I was a system admin during the "I love you" virus attack; this was in the Win95 days...

I had several users that I made ghost images of their systems only because they couldn't stop themselves from opening the emails that said "I love you" in the freaking title.

In one case, I had just finished repairing one users system, and was walking down the hall, and heard her say "OOH! someone else loves me!"

I moved all her files to a server without write privileges, and deleted her IP address for a week.
I had to answer all her email, but it was mostly garbage anyway.

 

[Vayra86]

This is all about access. If you have something on your computer & you don't known it is there ie spyware then you have a problem. Your not going to get spyware on a normal phone, unless you are redirected.

The computer and the login aren't relevant anymore with 2FA. Its a temporary token login no matter what you do. Any bank that relies on a regular login detail set is doing it wrong. Its just a first line of defense.

And prior to 2FA, my bank used TAN codes - or as you use them over the phone: a temporary access number, supplied from a paper list with ID numbers. You get an ID number, you find the TAN code on your physical list, and use that for one specific transaction confirmation. Basically an early form of 2FA.

 

[trparky]

I remember the "I love you" worm. Honestly, if someone sent me that my first response would be... "Who the hell is this and why is he/she saying that they love me?" followed up quickly by the pressing of the delete key.

When that worm was going around the Internet I much younger than I am now and back then I had an inferiority complex if you catch my drift. I still sort of do still have one today in regard to significant others.

 

[Bill_Bright]

Trusting on-line banking is totally different from getting infected with ransomware. On-line banking can be trusted. There are even on-line only banks. The main reason I don't do on-line banking with my smart phone is I don't trust my smart phone. They can too easily grow feet and disappear and perhaps fall into bad guy's hands. For example, I discovered my last smart phone could not stay put on my back bumper for a short 10 mile ride!

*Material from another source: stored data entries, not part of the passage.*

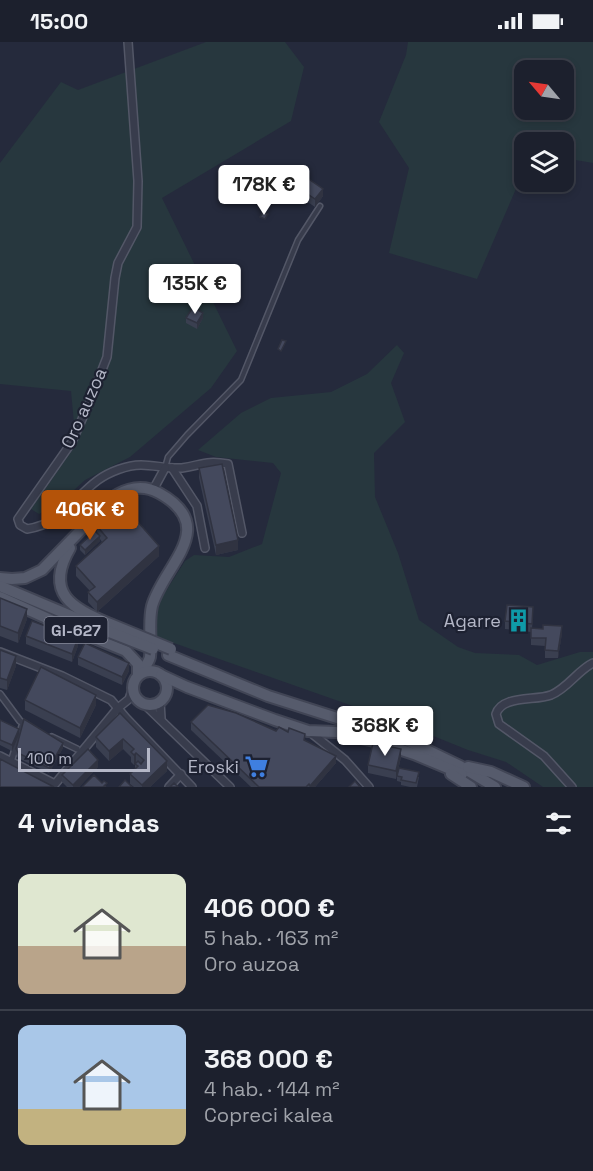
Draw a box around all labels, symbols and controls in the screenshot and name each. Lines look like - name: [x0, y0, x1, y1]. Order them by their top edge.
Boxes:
- text: 15:00: [30, 7, 88, 35]
- north arrow: [514, 60, 574, 120]
- map controls: [514, 60, 574, 192]
- button: layers: [514, 132, 574, 192]
- pin: 178K €: [215, 165, 313, 216]
- text: 178K €: [232, 171, 296, 197]
- pin: 135K €: [146, 264, 244, 315]
- text: 135K €: [163, 270, 227, 296]
- street label: Oro auzoa: [56, 364, 112, 452]
- pin: 406K €: [41, 490, 139, 541]
- text: 406K €: [55, 496, 125, 522]
- building icon: Agarre: [506, 608, 532, 634]
- place label: Agarre: [444, 609, 501, 632]
- road number: GI-627: [44, 617, 107, 643]
- pin: 368K €: [336, 706, 434, 757]
- text: 368K €: [351, 712, 419, 738]
- scale bar: [18, 745, 150, 772]
- text: 100 m: [27, 748, 72, 769]
- supermarket icon: Eroski: [244, 754, 270, 780]
- place label: Eroski: [188, 755, 239, 778]
- text: 4 viviendas: [18, 806, 160, 840]
- icon: filters: [542, 807, 575, 840]
- text: 406 000 €: [204, 891, 335, 925]
- icon: home: [66, 898, 138, 970]
- text: 5 hab. · 163 m²: [204, 925, 338, 951]
- text: Oro auzoa: [204, 951, 299, 977]
- text: 368 000 €: [204, 1042, 333, 1076]
- icon: home: [66, 1049, 138, 1121]
- text: 4 hab. · 144 m²: [204, 1076, 340, 1102]
- text: Copreci kalea: [204, 1102, 333, 1128]

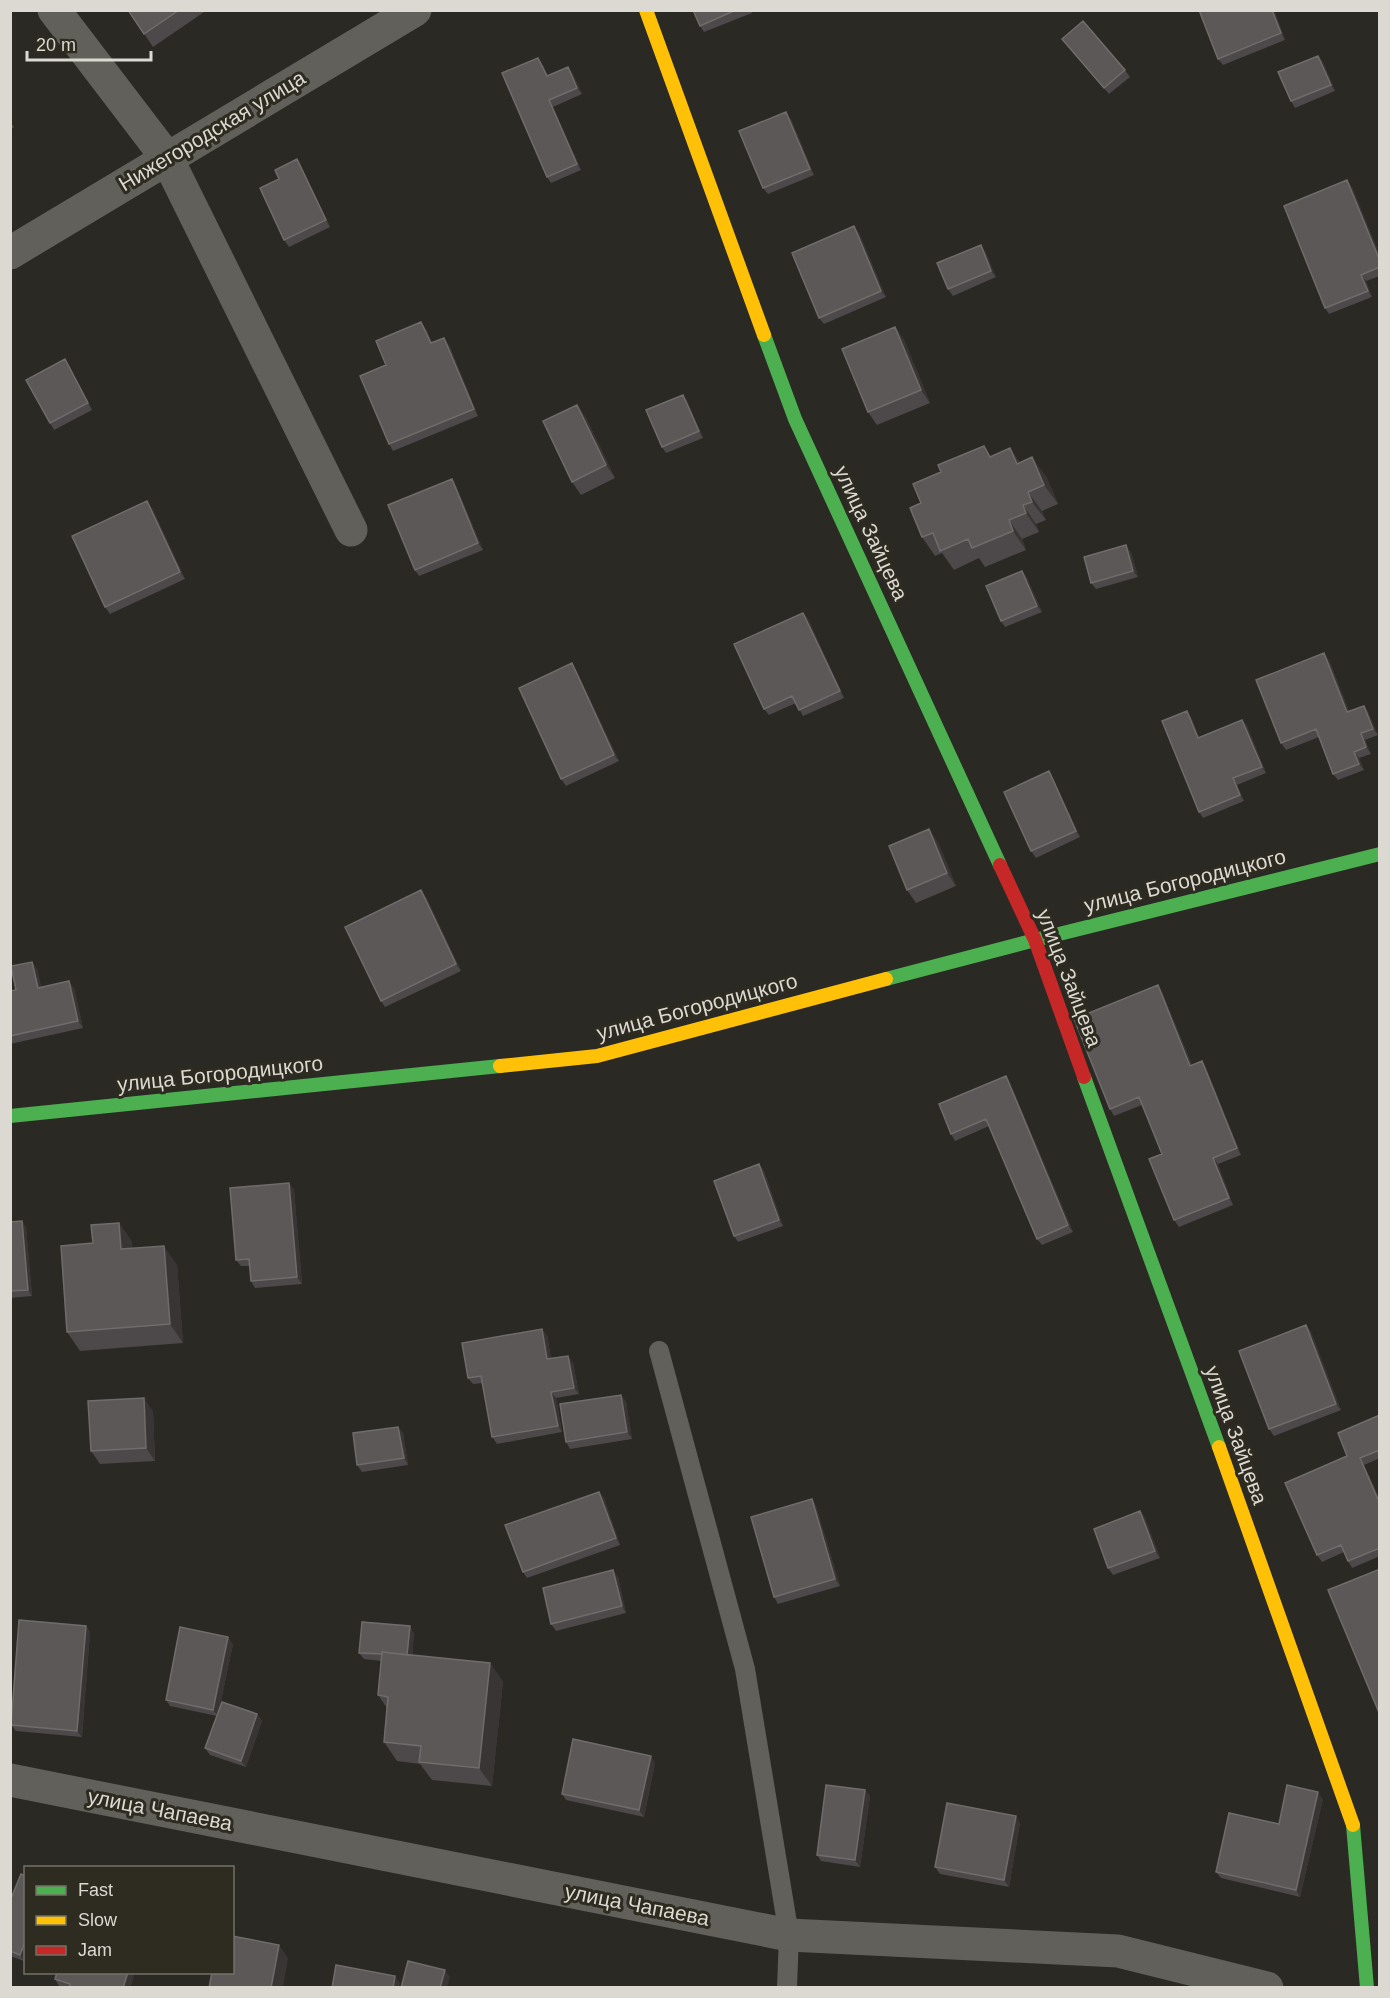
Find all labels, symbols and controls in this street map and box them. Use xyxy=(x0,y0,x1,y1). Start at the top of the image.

But I use my PC to pay bills, transfer funds, and everything else. I use PayPal to send money to the kids. I have no reservations doing that.

The problem is scams from socially engineered emails and compromised websites. For example, I received the following the other day.

Looks pretty good but clearly has some telltale clues indicating it is fake (I count 7).

Other obvious clues:

It was addressed to "Undisclosed-Recipients:"​

It came from "no1warrior@comcast.net"​

I don't and never have had a Chase banking account or credit card.​

 

[trparky]

I count nine dead giveaways in that picture.

The reason I circled the "Verify Your Account" button is really two reasons, the word "Your" shouldn't be capitalized but the button is also sized weird. There's more space on the right side than there should be or at least the words aren't centered inside the box.